* Task instructions *
Once the line with "translate:-50% -50%; white-space:nowrap;" is found in the entries below, print it and each following line exactly, stopping after the line with "display:flex; align-items:center; gap:20px;"; print nothing else.

--------------------------------------------------

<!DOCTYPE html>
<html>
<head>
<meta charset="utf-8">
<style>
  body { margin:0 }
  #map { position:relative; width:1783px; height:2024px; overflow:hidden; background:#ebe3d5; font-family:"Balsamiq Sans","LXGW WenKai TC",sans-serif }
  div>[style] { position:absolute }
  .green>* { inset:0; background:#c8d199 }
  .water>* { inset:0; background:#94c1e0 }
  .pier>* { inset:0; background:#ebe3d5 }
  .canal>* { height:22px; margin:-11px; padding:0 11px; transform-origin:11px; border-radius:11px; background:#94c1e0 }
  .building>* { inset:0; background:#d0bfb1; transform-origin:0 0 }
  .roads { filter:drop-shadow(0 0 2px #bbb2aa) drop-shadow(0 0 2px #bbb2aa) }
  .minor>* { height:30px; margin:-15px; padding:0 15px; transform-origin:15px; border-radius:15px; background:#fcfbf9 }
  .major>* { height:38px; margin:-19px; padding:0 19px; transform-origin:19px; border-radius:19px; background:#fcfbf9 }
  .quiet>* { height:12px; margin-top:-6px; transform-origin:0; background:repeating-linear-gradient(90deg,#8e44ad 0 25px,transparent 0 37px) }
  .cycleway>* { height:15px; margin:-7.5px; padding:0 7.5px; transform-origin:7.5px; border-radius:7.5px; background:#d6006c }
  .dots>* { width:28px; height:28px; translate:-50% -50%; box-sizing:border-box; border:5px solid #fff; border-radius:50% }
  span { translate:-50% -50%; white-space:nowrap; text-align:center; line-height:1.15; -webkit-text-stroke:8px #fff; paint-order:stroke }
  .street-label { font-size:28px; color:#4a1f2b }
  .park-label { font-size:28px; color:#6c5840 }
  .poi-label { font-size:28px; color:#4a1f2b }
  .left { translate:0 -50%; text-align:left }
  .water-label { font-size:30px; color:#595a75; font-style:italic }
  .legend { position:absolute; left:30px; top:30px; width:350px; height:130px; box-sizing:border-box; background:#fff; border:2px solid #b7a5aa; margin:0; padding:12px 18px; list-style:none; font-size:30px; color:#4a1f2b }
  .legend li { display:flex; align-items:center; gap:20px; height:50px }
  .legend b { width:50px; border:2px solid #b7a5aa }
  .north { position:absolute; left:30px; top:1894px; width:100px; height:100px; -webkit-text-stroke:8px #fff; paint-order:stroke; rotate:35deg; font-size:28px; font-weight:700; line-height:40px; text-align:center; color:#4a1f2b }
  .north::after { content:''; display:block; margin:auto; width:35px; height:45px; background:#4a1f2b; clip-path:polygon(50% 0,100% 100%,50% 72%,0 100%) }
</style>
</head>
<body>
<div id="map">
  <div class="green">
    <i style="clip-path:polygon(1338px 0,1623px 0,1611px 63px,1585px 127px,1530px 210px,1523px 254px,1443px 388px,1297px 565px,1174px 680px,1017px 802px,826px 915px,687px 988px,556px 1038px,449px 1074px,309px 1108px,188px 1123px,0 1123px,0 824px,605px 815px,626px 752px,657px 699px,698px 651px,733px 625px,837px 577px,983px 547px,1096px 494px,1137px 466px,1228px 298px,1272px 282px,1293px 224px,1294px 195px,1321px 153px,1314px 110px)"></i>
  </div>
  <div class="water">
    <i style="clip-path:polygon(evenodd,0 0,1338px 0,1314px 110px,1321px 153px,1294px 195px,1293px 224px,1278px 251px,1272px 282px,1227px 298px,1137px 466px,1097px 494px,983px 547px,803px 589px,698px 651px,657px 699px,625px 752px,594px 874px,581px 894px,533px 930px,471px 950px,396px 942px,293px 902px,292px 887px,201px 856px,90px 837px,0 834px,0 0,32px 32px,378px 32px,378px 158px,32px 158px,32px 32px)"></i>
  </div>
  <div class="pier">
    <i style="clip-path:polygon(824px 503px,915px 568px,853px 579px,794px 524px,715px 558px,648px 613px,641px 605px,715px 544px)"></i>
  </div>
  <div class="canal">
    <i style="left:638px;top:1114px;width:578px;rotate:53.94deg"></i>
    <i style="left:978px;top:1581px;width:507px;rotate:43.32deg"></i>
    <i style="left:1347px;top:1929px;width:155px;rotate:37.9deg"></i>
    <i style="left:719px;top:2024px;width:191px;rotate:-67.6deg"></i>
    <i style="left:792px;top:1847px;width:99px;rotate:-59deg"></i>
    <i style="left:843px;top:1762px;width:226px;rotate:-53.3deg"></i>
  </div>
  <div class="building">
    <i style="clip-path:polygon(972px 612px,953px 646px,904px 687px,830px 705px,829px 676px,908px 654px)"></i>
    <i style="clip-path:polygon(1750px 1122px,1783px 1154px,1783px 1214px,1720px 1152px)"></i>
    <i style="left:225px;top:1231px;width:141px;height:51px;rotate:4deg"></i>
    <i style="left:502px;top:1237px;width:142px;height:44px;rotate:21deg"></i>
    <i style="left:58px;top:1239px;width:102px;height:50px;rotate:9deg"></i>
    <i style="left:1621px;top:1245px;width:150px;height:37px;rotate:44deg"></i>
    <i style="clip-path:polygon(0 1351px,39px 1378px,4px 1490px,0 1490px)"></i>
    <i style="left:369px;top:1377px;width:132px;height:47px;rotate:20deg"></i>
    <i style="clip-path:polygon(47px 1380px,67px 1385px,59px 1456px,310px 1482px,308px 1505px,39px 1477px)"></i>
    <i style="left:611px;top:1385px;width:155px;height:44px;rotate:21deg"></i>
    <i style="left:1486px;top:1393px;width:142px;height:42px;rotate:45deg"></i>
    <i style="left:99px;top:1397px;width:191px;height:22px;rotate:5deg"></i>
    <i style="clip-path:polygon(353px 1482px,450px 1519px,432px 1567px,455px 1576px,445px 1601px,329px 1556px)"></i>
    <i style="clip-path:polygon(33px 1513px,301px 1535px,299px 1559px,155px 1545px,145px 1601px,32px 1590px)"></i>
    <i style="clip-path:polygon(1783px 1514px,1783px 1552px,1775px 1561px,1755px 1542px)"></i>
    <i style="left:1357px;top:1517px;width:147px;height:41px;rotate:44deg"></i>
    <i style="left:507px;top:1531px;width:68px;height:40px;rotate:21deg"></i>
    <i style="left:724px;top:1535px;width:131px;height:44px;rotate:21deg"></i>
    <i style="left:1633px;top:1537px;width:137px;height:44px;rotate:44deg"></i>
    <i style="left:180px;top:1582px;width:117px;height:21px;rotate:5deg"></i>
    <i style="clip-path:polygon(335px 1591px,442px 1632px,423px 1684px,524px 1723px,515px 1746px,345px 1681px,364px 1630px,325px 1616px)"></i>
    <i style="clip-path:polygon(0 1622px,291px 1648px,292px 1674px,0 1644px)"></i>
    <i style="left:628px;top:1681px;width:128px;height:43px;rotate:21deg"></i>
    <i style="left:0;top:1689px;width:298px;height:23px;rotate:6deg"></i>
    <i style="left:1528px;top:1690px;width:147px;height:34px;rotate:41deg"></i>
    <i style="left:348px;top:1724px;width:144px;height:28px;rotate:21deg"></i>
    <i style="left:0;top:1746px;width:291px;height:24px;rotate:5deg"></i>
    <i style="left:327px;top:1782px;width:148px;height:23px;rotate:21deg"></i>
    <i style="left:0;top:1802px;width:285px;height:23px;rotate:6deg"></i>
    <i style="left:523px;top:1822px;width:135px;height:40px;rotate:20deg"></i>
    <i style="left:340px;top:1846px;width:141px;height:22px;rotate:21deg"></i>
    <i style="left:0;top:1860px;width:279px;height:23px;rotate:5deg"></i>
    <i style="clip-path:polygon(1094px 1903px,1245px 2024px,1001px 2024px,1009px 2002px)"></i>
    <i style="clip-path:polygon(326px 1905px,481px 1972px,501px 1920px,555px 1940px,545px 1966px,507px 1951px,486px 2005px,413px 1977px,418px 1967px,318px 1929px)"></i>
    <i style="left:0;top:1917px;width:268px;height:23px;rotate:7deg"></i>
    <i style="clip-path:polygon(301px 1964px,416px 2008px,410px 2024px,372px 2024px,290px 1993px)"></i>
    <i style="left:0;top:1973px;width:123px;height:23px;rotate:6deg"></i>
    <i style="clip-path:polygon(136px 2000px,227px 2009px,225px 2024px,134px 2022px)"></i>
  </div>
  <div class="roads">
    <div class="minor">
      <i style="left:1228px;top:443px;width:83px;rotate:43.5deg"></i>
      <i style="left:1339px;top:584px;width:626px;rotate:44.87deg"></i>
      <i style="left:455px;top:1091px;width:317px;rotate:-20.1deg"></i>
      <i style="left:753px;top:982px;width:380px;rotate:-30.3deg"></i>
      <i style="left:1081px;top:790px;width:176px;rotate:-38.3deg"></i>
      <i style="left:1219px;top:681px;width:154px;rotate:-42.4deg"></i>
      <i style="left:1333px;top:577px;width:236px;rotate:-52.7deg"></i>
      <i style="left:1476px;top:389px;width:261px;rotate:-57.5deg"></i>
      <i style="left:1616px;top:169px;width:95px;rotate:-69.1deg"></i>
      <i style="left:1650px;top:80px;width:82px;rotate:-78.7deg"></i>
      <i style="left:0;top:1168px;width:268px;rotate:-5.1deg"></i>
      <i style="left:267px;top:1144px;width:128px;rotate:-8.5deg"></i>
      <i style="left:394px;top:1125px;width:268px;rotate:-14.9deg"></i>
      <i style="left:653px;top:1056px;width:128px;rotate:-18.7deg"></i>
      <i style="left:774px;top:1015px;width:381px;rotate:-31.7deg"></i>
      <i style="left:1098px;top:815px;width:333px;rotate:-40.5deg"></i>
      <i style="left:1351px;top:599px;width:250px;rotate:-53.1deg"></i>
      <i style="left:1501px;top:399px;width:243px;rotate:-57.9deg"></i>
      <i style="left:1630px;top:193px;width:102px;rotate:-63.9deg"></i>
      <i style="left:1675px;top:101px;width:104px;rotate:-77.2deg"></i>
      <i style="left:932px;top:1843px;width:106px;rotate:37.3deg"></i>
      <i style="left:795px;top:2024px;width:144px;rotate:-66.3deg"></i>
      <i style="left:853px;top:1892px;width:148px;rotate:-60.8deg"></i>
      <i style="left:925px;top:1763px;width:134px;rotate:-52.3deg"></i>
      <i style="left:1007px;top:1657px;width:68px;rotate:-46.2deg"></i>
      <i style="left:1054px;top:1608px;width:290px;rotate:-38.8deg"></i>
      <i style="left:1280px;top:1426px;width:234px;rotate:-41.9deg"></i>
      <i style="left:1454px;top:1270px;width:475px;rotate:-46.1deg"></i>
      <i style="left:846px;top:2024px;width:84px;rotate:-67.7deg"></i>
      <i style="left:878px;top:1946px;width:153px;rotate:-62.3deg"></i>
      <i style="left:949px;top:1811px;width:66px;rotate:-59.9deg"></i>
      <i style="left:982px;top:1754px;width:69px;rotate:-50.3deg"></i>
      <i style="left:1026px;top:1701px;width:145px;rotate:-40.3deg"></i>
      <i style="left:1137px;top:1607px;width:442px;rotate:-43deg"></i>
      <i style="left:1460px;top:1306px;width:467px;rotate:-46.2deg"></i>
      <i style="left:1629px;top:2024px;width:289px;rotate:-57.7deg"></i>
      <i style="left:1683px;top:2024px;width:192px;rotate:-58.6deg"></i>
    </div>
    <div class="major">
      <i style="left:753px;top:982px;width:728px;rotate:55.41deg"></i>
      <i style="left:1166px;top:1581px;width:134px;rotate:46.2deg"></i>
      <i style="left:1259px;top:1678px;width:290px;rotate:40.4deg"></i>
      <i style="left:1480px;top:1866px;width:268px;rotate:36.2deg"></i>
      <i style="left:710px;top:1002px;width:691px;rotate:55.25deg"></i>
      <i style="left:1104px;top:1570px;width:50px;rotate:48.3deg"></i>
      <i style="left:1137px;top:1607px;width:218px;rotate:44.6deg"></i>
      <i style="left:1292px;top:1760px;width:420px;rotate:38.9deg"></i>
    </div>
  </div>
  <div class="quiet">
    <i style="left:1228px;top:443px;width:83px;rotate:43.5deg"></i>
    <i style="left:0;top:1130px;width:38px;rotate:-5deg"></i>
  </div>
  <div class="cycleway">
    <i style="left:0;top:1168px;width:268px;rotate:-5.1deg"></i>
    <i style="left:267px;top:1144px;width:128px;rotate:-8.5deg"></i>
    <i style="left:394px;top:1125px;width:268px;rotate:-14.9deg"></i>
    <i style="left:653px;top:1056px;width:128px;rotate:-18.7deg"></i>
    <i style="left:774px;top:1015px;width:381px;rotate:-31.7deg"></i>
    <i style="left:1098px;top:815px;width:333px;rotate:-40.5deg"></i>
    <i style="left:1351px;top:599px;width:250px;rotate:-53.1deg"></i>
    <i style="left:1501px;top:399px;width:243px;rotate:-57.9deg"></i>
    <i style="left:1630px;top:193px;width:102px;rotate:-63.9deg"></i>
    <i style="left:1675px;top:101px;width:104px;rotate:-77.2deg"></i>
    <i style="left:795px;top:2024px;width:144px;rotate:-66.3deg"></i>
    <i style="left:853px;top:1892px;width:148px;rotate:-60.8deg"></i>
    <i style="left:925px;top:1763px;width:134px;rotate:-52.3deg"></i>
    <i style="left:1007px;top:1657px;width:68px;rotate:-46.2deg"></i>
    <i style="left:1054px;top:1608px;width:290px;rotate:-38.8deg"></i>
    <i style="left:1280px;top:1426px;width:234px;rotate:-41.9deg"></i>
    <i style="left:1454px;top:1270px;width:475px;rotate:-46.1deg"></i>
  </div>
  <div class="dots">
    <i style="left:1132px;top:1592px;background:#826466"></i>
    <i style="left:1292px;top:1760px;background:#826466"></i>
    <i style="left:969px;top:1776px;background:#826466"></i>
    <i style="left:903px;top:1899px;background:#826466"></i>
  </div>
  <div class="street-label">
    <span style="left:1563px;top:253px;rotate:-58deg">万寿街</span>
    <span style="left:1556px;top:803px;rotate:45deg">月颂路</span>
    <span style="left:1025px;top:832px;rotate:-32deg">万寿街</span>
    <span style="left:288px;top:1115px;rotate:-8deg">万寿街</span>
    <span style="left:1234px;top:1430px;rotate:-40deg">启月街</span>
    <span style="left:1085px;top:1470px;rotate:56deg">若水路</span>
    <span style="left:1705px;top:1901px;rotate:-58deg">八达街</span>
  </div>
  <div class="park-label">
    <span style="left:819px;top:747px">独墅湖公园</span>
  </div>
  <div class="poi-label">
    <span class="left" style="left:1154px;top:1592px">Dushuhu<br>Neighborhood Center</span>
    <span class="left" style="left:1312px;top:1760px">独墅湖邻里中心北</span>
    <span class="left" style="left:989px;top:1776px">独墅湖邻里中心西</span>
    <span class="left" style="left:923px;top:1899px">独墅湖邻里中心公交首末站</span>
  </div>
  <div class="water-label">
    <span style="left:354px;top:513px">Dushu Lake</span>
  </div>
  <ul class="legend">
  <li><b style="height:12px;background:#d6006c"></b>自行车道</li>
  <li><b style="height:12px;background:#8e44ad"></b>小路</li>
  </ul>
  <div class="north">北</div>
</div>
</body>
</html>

--------------------------------------------------

* Result *
  span { translate:-50% -50%; white-space:nowrap; text-align:center; line-height:1.15; -webkit-text-stroke:8px #fff; paint-order:stroke }
  .street-label { font-size:28px; color:#4a1f2b }
  .park-label { font-size:28px; color:#6c5840 }
  .poi-label { font-size:28px; color:#4a1f2b }
  .left { translate:0 -50%; text-align:left }
  .water-label { font-size:30px; color:#595a75; font-style:italic }
  .legend { position:absolute; left:30px; top:30px; width:350px; height:130px; box-sizing:border-box; background:#fff; border:2px solid #b7a5aa; margin:0; padding:12px 18px; list-style:none; font-size:30px; color:#4a1f2b }
  .legend li { display:flex; align-items:center; gap:20px; height:50px }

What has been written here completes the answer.